Freescale integration

At the very top of NXP's risk overview, you'll find the recently closed merger with Freescale Semiconductor. And for good reason, too.

The $11.8 billion buyout combined two mid-range semiconductor stocks with related but not often overlapping interests in the mobile, embedded, and automotive end markets. Taken together, the new NXP is one of the largest chip companies in the world, with serious economies of scale and a chokehold on the exciting automotive sector.

The deal is a game-changer. But with great power comes great responsibility.

The integration of Freescale into the larger NXP structure is of critical importance to the company's future. Flub this merger, and it's not just a wasted $12 billion -- NXP would end up damaging its original business as well.

So NXP lists a number of sub-risks under the Freescale heading. Key talent must be put in the right places, and motivated to stay on board during this large-scale transformation. Clients and partners must be convinced that the new company is at least as good and trustworthy as the old one, and then management expects to build future synergies and cross-sales on that base. Integration costs could run out of control at any point.

All of these risks are very real, and any of them could undermine NXP's future plans. Every investor needs to keep a close eye on the Freescale integration.

So far, NXP CEO Rick Clemner says that the combination is proceeding as planned.
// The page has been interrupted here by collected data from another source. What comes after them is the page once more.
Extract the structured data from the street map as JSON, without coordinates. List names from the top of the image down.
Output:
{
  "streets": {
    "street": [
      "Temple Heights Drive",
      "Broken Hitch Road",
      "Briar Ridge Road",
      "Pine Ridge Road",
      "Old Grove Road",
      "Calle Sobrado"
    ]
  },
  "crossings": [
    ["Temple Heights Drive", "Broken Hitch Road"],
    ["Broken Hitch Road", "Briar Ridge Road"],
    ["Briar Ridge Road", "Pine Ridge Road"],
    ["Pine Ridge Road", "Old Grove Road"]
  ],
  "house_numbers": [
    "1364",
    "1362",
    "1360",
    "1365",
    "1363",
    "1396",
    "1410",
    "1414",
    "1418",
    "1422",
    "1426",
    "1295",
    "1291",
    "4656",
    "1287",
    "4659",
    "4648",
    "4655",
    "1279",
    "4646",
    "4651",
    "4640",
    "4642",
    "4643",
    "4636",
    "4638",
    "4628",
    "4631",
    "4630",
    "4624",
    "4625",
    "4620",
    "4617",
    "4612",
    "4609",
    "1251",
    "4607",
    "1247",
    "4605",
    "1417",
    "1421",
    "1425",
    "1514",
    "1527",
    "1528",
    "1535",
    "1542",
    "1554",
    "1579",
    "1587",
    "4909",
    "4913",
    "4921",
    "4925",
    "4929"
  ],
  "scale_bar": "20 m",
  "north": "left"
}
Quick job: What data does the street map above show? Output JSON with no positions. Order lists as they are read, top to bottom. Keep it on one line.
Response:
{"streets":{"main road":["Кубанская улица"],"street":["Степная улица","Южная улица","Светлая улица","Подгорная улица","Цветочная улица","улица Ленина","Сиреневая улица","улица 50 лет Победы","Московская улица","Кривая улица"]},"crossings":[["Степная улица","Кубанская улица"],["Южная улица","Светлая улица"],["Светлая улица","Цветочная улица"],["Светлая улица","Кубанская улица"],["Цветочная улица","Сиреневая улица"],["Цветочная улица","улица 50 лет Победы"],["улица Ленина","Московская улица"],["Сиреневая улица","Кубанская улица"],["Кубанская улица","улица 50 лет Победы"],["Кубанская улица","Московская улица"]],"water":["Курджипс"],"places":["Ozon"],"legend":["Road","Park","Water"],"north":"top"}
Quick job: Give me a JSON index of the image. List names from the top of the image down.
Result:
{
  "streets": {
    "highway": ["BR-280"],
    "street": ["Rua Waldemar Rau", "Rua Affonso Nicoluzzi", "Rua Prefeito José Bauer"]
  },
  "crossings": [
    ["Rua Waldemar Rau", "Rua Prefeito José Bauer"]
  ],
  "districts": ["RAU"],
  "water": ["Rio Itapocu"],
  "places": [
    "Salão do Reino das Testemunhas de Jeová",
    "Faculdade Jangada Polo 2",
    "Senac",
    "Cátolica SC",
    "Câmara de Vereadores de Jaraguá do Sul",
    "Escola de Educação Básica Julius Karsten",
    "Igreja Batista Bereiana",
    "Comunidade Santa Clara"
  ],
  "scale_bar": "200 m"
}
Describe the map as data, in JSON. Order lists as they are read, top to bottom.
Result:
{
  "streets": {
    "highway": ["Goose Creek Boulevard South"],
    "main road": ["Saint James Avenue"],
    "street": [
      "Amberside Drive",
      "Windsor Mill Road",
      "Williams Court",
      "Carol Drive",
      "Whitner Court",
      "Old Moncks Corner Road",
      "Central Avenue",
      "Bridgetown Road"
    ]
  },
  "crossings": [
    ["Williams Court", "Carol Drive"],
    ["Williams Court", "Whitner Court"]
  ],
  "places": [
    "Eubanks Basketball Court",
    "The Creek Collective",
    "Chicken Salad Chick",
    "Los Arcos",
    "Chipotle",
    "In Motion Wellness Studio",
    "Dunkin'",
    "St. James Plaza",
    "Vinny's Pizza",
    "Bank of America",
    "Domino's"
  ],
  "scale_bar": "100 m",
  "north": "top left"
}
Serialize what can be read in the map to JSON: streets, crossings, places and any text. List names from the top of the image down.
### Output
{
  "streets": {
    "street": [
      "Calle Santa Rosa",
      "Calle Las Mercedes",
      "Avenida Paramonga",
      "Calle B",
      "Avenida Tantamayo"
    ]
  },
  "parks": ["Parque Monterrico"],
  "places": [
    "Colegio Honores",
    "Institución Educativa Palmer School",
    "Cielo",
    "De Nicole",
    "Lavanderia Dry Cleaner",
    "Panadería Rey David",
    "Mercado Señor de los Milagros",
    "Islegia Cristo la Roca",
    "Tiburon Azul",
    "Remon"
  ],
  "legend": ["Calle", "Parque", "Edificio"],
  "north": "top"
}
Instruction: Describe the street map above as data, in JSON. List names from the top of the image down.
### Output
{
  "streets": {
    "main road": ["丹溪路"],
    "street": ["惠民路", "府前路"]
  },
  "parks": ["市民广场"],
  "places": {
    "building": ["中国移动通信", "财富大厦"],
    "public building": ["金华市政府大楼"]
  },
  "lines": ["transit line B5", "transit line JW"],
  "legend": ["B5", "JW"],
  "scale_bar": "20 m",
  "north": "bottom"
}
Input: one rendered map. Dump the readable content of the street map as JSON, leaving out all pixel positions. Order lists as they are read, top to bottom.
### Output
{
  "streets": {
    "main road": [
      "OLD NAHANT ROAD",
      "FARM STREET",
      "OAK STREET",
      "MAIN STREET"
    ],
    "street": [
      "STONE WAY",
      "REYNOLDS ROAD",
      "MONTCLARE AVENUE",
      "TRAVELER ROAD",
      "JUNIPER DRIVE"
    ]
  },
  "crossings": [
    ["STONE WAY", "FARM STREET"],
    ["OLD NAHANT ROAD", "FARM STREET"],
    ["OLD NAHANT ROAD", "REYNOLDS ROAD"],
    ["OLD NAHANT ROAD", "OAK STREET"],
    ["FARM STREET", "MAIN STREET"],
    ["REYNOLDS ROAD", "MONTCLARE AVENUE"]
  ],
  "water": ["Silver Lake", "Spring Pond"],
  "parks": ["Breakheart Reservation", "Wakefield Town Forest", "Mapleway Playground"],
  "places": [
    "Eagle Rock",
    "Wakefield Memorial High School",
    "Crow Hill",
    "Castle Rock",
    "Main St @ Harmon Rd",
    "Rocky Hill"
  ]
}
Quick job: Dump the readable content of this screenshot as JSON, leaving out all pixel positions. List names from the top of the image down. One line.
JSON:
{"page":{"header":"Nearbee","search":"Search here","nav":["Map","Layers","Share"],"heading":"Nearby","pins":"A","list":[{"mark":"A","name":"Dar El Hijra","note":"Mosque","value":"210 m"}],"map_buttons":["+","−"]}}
The integration milestones that were set up for the first 90 days were passed "smoothly," and the cost synergies are on track as originally laid out.

The sales teams have been merged, internal development processes are being aligned with new operating targets, and management is sorting out the flow of the two supply chain structures. Clemner says that customer response has been "outstanding," and that clients are getting excited about the solutions this new chip giant can produce.

In other words, no red flags to worry about yet. Just keep the Freescale combination in mind for the next several quarters, as the company continues to navigate this important process.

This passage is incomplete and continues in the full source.